— WHAT IS BEING ASKED —
Whichever lines of the entries hold the word "Estadio" should be identified and copied.

(Stored dataset items)
· · · ·
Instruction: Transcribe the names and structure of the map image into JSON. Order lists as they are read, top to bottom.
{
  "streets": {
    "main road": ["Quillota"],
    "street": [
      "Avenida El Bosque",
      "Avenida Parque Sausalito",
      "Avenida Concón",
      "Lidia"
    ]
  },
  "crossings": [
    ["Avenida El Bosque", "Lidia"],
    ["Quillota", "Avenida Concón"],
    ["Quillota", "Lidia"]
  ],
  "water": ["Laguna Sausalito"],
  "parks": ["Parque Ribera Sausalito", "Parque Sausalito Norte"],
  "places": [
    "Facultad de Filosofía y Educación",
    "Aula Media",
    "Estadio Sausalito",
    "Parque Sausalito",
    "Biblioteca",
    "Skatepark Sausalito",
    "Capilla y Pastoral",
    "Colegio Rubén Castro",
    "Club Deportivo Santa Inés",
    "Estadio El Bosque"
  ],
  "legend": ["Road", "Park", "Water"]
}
· · · ·
— ANSWER SPACE —
    "Estadio Sausalito",
    "Estadio El Bosque"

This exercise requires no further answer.